Sports Direct has been accused of spying on British MPs during a visit to the retailer’s warehouse facility at Shirebrook in Derbyshire on Monday, after an employee put a hidden camera under a chair.
Members of the House of Commons’ Business Select Committee made an unannounced visit to the warehouse as part of a drive to ensure that good working practices are being upheld by CEO Mike Ashley and the rest of the company.
“We said that we would make an unannounced trip and monitor the progress,” Iain Wright, the head of the committee said, according to the Daily Telegraph. “I want to make sure that it’s not all smelling of fresh paint and we get a real impression of the company,” Wright who is Labour MP for Hartlepool in the north-east added.
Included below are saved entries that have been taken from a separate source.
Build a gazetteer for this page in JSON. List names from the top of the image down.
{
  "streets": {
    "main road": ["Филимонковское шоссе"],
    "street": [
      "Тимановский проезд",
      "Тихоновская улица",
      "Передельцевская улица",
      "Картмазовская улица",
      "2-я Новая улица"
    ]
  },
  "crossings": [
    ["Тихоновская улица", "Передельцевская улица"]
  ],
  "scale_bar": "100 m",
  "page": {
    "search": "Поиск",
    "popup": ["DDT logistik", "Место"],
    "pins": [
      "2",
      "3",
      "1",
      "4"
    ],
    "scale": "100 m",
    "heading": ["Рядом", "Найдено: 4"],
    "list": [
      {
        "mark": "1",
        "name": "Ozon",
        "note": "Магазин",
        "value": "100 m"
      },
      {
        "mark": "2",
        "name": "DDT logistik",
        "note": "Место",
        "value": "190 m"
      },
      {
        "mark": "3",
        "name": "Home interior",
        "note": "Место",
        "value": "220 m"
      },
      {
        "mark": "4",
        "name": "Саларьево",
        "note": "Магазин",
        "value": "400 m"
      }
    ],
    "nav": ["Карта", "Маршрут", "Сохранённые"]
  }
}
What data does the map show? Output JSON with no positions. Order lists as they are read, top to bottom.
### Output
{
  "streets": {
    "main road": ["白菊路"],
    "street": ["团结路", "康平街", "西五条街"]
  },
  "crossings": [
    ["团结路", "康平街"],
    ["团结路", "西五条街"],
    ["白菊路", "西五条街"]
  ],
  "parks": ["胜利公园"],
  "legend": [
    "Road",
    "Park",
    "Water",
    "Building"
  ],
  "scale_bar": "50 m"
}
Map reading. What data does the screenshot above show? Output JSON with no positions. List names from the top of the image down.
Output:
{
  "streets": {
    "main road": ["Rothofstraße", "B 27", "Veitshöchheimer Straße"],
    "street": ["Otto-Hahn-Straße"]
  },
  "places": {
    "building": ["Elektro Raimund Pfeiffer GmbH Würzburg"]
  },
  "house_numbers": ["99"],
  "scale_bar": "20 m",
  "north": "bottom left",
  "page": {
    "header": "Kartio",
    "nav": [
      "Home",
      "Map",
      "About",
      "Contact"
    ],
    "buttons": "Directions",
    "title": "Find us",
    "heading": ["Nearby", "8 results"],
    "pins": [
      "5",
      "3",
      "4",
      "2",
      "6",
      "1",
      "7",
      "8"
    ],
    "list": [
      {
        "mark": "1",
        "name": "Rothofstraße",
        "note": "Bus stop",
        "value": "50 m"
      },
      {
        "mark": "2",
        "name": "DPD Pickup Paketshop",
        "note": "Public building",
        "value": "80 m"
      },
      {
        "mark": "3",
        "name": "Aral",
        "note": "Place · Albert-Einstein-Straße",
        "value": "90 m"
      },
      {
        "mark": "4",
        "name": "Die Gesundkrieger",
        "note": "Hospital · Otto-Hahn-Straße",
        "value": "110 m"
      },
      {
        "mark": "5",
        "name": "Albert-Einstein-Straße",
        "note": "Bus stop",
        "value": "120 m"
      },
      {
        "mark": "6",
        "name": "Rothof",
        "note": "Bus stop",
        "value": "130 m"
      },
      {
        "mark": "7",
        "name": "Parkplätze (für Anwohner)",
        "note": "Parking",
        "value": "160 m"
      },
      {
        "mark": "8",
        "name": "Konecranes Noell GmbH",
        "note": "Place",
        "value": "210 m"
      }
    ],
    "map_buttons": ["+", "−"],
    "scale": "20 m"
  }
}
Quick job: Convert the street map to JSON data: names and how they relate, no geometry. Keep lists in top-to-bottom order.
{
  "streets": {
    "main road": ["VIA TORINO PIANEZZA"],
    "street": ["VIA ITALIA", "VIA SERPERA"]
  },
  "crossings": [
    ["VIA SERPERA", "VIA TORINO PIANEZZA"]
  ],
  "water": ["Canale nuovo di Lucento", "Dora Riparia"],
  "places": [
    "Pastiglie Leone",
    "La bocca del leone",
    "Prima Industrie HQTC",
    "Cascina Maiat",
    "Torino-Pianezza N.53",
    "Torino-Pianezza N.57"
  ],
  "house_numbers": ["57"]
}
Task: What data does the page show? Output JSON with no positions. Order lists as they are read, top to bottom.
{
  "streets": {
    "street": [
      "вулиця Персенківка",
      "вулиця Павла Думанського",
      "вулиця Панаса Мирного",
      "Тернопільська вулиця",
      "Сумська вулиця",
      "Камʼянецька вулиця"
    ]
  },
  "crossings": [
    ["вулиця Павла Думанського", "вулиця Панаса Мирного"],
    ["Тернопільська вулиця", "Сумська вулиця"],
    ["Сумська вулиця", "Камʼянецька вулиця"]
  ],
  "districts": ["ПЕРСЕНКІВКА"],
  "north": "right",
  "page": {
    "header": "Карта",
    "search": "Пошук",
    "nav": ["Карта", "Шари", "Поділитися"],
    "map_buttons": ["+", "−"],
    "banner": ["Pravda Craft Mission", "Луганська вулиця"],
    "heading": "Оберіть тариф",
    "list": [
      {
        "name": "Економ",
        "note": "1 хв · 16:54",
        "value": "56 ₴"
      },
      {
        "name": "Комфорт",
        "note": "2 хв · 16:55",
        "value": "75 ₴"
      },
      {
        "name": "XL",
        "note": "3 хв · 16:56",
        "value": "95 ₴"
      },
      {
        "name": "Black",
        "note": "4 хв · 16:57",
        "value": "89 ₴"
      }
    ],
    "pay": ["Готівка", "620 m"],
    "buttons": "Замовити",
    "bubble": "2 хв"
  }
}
MPs gave Sports Direct a one-hour warning before arriving, but during their visit, Labour MP Anna Turley was amazed to see a staff member try to hide a camera in a room where the Committee had been put to eat lunch and have a private meeting to discuss the findings of their visit.
Turley says that a woman came into the room under the pretense of bringing the MPs sandwiches, before crouching down and trying to hide a camera under a chair.
“I couldn’t believe it,” Turley told the Daily Telegraph. “I watched her put the device on the floor and when she left I said ‘bloody hell guys they are trying to record us’. It’s not James Bond, more Austin Powers.”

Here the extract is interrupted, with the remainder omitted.